• **EXERCISE INSTRUCTIONS**
This exercise calls for every record to be returned exactly, with pictures removed.

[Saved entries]
****************************************

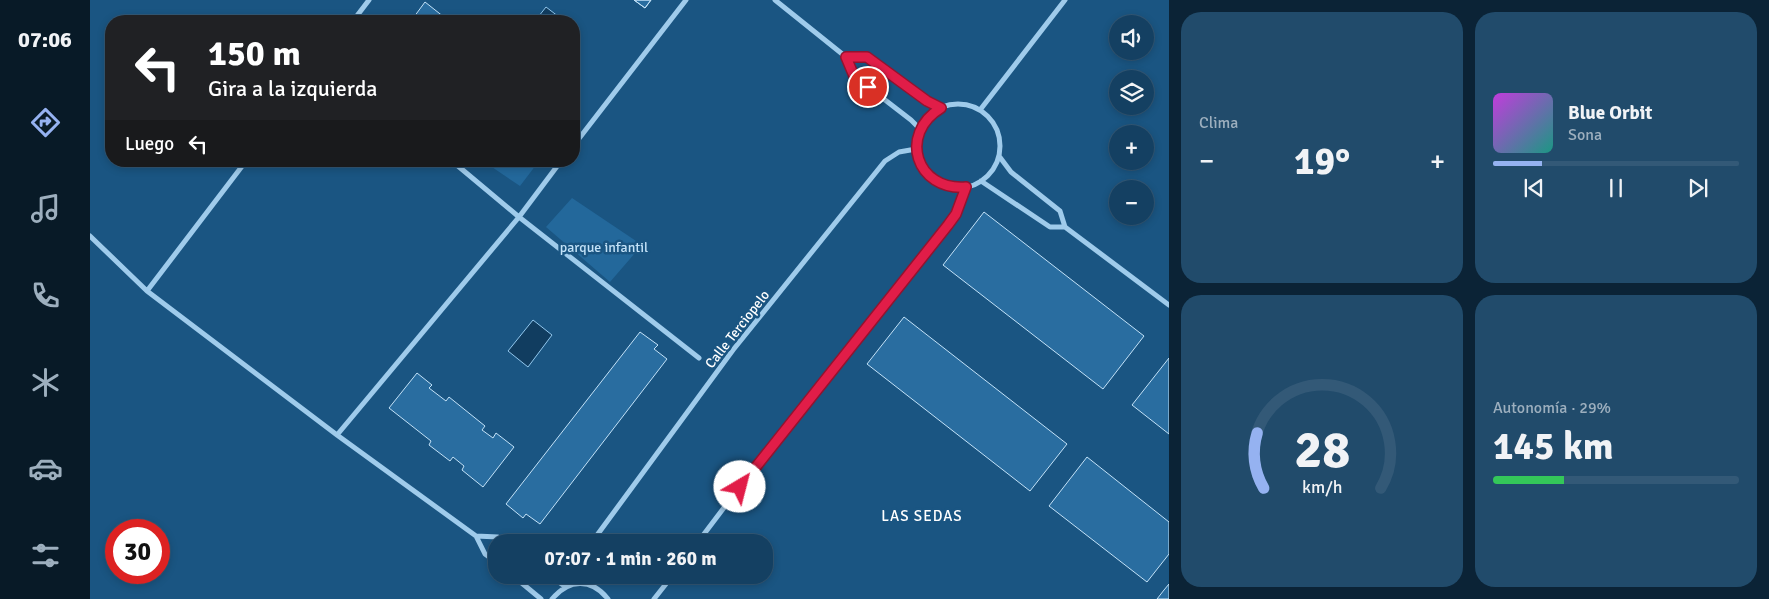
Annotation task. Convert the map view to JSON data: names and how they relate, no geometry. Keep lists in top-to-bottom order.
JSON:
{
  "streets": {
    "street": ["Calle Terciopelo"]
  },
  "districts": ["LAS SEDAS"],
  "parks": ["parque infantil"],
  "page": {
    "tabs": "07:06",
    "tile": [
      "Clima",
      ["Autonomía · 29%", "145 km"]
    ],
    "map_buttons": ["+", "−"],
    "turn": ["150 m", "Gira a la izquierda"],
    "song": ["Blue Orbit", "Sona"],
    "then": "Luego",
    "heat": ["−", "19°", "+"],
    "limit": "30",
    "trip": "07:07 · 1 min · 260 m",
    "gauge": ["28", "km/h"]
  }
}
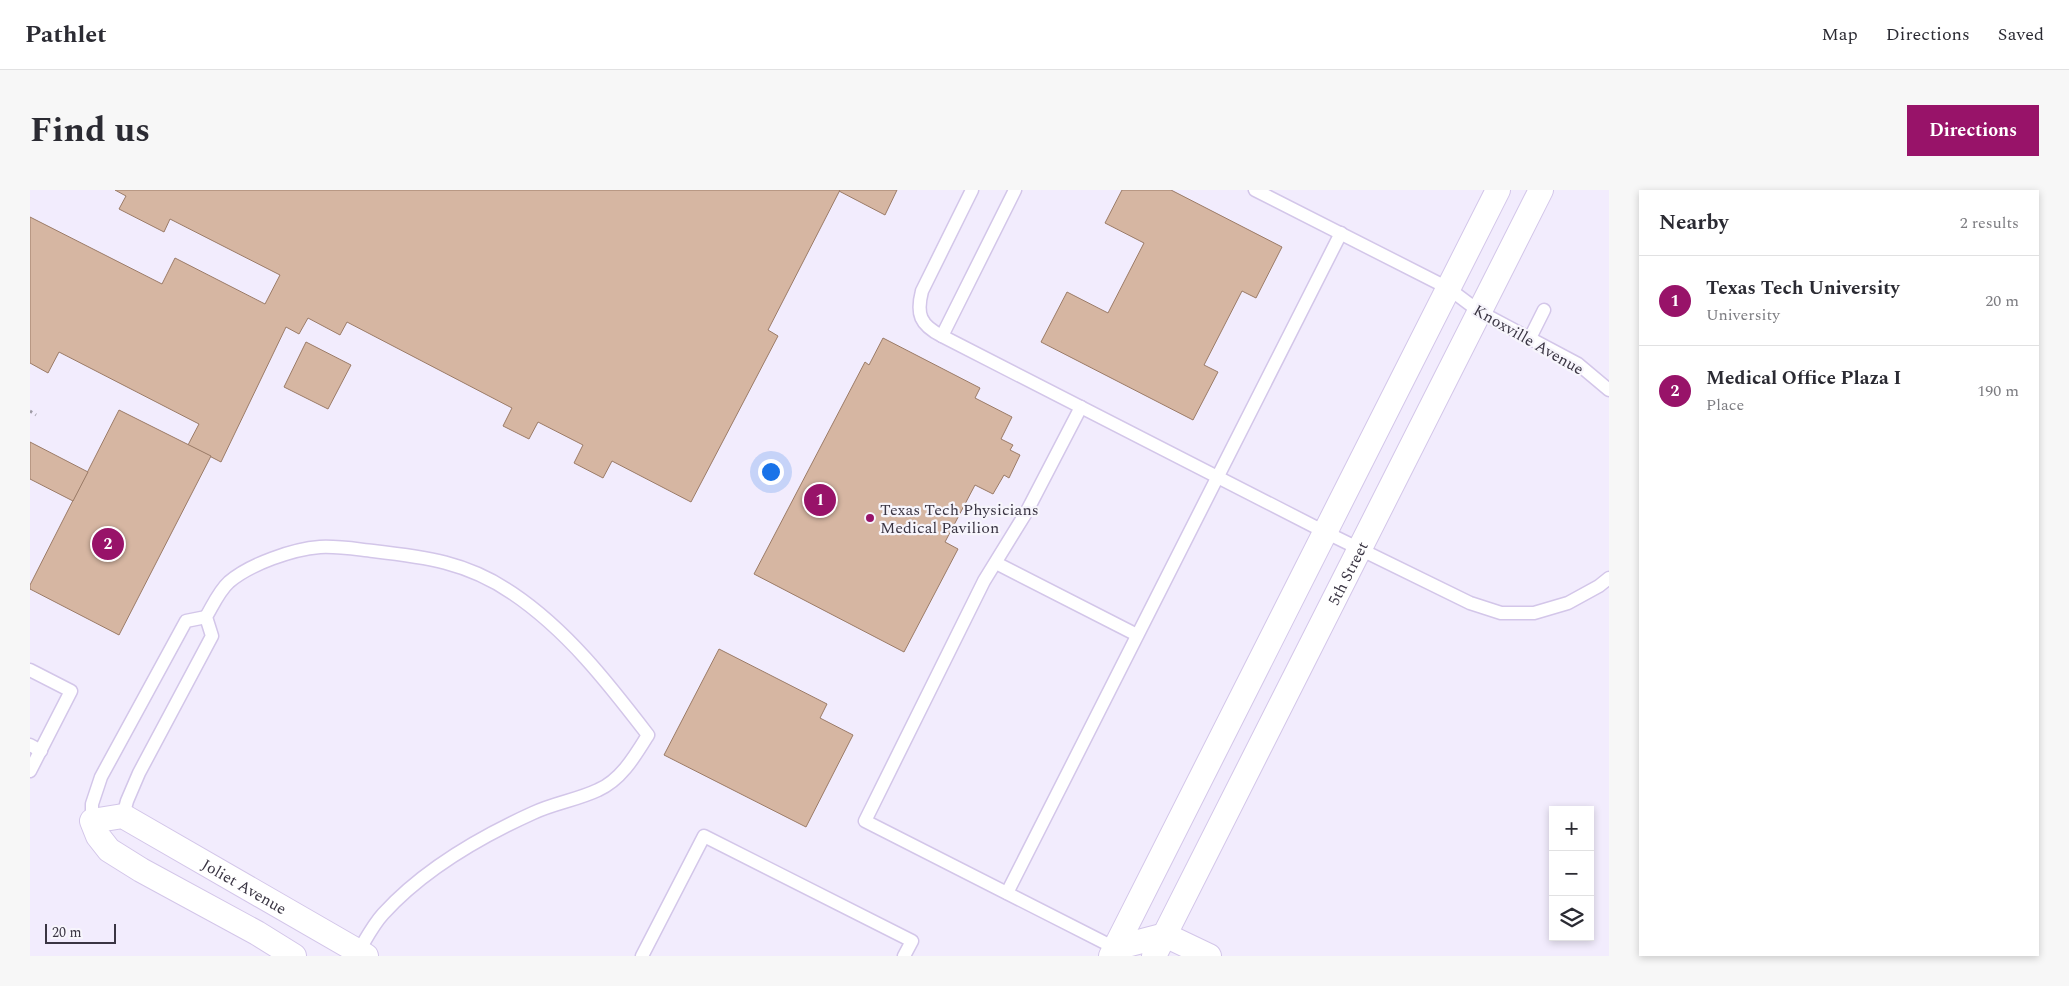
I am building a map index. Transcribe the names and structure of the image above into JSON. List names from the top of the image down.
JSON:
{
  "streets": {
    "street": ["5th Street", "Joliet Avenue"],
    "lane": ["Knoxville Avenue"]
  },
  "crossings": [
    ["Knoxville Avenue", "5th Street"]
  ],
  "places": ["Texas Tech Physicians Medical Pavilion"],
  "scale_bar": "20 m",
  "page": {
    "header": "Pathlet",
    "nav": ["Map", "Directions", "Saved"],
    "title": "Find us",
    "buttons": "Directions",
    "heading": ["Nearby", "2 results"],
    "list": [
      {
        "mark": "1",
        "name": "Texas Tech University",
        "note": "University",
        "value": "20 m"
      },
      {
        "mark": "2",
        "name": "Medical Office Plaza I",
        "note": "Place",
        "value": "190 m"
      }
    ],
    "pins": ["1", "2"],
    "map_buttons": ["+", "−"],
    "scale": "20 m"
  }
}
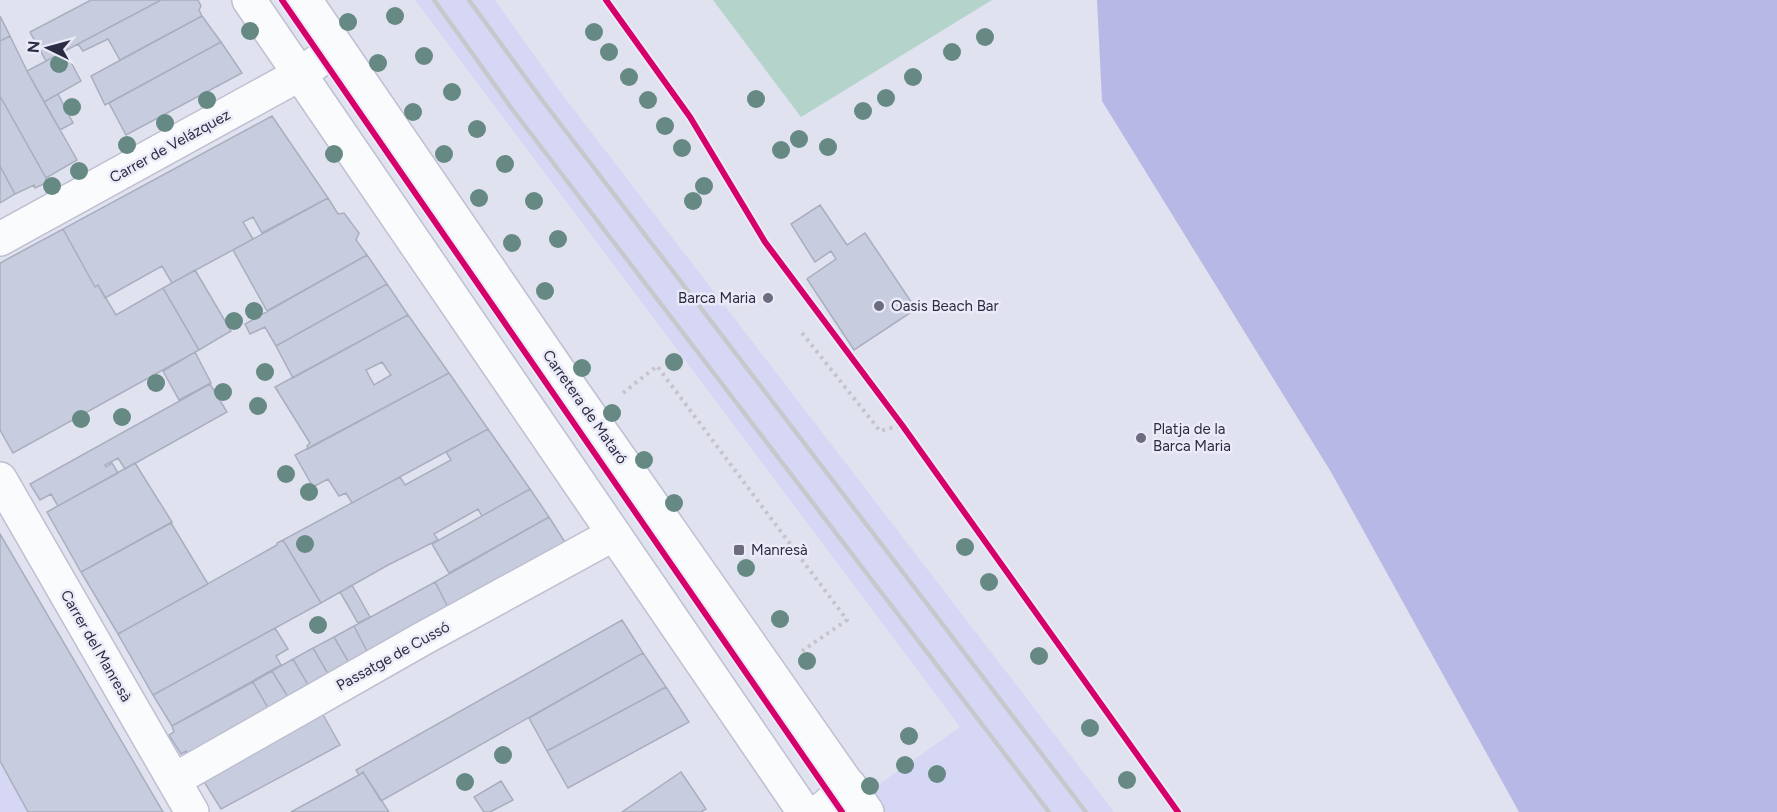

****************************************

• **EXPECTED ANSWER**
Annotation task. Convert the map view to JSON data: names and how they relate, no geometry. Keep lists in top-to-bottom order.
JSON:
{
  "streets": {
    "street": ["Calle Terciopelo"]
  },
  "districts": ["LAS SEDAS"],
  "parks": ["parque infantil"],
  "page": {
    "tabs": "07:06",
    "tile": [
      "Clima",
      ["Autonomía · 29%", "145 km"]
    ],
    "map_buttons": ["+", "−"],
    "turn": ["150 m", "Gira a la izquierda"],
    "song": ["Blue Orbit", "Sona"],
    "then": "Luego",
    "heat": ["−", "19°", "+"],
    "limit": "30",
    "trip": "07:07 · 1 min · 260 m",
    "gauge": ["28", "km/h"]
  }
}
I am building a map index. Transcribe the names and structure of the image above into JSON. List names from the top of the image down.
JSON:
{
  "streets": {
    "street": ["5th Street", "Joliet Avenue"],
    "lane": ["Knoxville Avenue"]
  },
  "crossings": [
    ["Knoxville Avenue", "5th Street"]
  ],
  "places": ["Texas Tech Physicians Medical Pavilion"],
  "scale_bar": "20 m",
  "page": {
    "header": "Pathlet",
    "nav": ["Map", "Directions", "Saved"],
    "title": "Find us",
    "buttons": "Directions",
    "heading": ["Nearby", "2 results"],
    "list": [
      {
        "mark": "1",
        "name": "Texas Tech University",
        "note": "University",
        "value": "20 m"
      },
      {
        "mark": "2",
        "name": "Medical Office Plaza I",
        "note": "Place",
        "value": "190 m"
      }
    ],
    "pins": ["1", "2"],
    "map_buttons": ["+", "−"],
    "scale": "20 m"
  }
}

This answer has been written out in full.